Stored items
=== Begin Enclosure ===

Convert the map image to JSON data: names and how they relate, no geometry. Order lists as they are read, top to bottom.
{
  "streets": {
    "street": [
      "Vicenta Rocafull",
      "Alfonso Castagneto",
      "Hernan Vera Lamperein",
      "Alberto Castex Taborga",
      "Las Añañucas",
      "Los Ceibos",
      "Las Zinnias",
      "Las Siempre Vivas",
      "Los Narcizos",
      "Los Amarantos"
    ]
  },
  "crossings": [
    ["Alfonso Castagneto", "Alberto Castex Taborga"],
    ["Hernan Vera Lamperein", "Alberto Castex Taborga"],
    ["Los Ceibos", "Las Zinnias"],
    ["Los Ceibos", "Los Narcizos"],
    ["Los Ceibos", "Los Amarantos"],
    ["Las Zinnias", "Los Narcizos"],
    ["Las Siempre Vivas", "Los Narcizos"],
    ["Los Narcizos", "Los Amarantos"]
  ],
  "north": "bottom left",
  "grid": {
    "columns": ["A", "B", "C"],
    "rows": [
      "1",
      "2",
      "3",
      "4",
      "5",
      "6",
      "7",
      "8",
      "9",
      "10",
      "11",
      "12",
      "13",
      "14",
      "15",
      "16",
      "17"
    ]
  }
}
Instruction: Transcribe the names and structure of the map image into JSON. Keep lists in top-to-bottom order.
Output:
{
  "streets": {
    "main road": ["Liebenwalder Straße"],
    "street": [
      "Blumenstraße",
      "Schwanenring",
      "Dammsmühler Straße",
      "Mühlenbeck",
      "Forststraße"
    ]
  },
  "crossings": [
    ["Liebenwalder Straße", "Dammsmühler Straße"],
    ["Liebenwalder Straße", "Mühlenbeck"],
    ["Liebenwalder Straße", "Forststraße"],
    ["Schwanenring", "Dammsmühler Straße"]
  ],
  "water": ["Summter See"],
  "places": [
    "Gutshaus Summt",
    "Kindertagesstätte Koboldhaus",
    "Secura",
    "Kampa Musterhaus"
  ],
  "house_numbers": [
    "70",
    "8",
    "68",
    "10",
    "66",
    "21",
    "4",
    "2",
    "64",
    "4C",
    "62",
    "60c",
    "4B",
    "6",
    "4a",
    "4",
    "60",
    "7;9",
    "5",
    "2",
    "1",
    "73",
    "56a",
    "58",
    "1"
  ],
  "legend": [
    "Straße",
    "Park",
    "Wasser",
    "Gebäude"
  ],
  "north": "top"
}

=== End Enclosure ===

▸ **ASSIGNED TASK**
The entire set of records should be returned exactly.

▸ **COMPLETED EXERCISE**
Convert the map image to JSON data: names and how they relate, no geometry. Order lists as they are read, top to bottom.
{
  "streets": {
    "street": [
      "Vicenta Rocafull",
      "Alfonso Castagneto",
      "Hernan Vera Lamperein",
      "Alberto Castex Taborga",
      "Las Añañucas",
      "Los Ceibos",
      "Las Zinnias",
      "Las Siempre Vivas",
      "Los Narcizos",
      "Los Amarantos"
    ]
  },
  "crossings": [
    ["Alfonso Castagneto", "Alberto Castex Taborga"],
    ["Hernan Vera Lamperein", "Alberto Castex Taborga"],
    ["Los Ceibos", "Las Zinnias"],
    ["Los Ceibos", "Los Narcizos"],
    ["Los Ceibos", "Los Amarantos"],
    ["Las Zinnias", "Los Narcizos"],
    ["Las Siempre Vivas", "Los Narcizos"],
    ["Los Narcizos", "Los Amarantos"]
  ],
  "north": "bottom left",
  "grid": {
    "columns": ["A", "B", "C"],
    "rows": [
      "1",
      "2",
      "3",
      "4",
      "5",
      "6",
      "7",
      "8",
      "9",
      "10",
      "11",
      "12",
      "13",
      "14",
      "15",
      "16",
      "17"
    ]
  }
}
Instruction: Transcribe the names and structure of the map image into JSON. Keep lists in top-to-bottom order.
Output:
{
  "streets": {
    "main road": ["Liebenwalder Straße"],
    "street": [
      "Blumenstraße",
      "Schwanenring",
      "Dammsmühler Straße",
      "Mühlenbeck",
      "Forststraße"
    ]
  },
  "crossings": [
    ["Liebenwalder Straße", "Dammsmühler Straße"],
    ["Liebenwalder Straße", "Mühlenbeck"],
    ["Liebenwalder Straße", "Forststraße"],
    ["Schwanenring", "Dammsmühler Straße"]
  ],
  "water": ["Summter See"],
  "places": [
    "Gutshaus Summt",
    "Kindertagesstätte Koboldhaus",
    "Secura",
    "Kampa Musterhaus"
  ],
  "house_numbers": [
    "70",
    "8",
    "68",
    "10",
    "66",
    "21",
    "4",
    "2",
    "64",
    "4C",
    "62",
    "60c",
    "4B",
    "6",
    "4a",
    "4",
    "60",
    "7;9",
    "5",
    "2",
    "1",
    "73",
    "56a",
    "58",
    "1"
  ],
  "legend": [
    "Straße",
    "Park",
    "Wasser",
    "Gebäude"
  ],
  "north": "top"
}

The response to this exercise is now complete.